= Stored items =
________________________
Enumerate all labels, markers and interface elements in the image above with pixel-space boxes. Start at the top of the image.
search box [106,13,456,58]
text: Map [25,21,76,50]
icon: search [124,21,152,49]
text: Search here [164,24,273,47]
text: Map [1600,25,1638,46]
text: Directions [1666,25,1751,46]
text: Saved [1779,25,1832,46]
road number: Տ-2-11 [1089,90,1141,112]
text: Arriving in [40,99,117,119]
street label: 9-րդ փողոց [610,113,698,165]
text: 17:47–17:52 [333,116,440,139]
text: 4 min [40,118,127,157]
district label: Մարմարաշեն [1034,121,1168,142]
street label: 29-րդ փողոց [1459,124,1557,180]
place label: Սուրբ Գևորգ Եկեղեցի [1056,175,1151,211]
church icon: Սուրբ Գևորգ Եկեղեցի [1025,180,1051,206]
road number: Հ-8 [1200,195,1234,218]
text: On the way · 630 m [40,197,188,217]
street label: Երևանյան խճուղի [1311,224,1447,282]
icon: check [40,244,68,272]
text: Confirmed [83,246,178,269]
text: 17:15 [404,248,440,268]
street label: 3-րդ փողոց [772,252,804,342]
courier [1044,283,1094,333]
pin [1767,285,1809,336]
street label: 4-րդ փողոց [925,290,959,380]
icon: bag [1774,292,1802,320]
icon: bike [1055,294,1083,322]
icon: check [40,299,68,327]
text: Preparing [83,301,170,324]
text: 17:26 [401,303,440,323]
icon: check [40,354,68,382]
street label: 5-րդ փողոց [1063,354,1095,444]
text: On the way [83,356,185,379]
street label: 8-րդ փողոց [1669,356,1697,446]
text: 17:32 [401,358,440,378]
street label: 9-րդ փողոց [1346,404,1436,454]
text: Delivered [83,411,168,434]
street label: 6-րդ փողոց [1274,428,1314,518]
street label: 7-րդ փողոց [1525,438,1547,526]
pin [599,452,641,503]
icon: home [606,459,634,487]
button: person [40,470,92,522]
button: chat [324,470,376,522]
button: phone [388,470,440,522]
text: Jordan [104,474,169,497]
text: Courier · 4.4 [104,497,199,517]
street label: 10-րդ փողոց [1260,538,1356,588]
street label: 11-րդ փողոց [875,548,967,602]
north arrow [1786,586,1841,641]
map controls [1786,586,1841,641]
________________________
= ACTIVITY =
In the lines above, locate the string "Սուրբ". Copy every line where it occurs.

= RESPONSE TO THIS TASK =
place label: Սուրբ Գևորգ Եկեղեցի [1056,175,1151,211]
church icon: Սուրբ Գևորգ Եկեղեցի [1025,180,1051,206]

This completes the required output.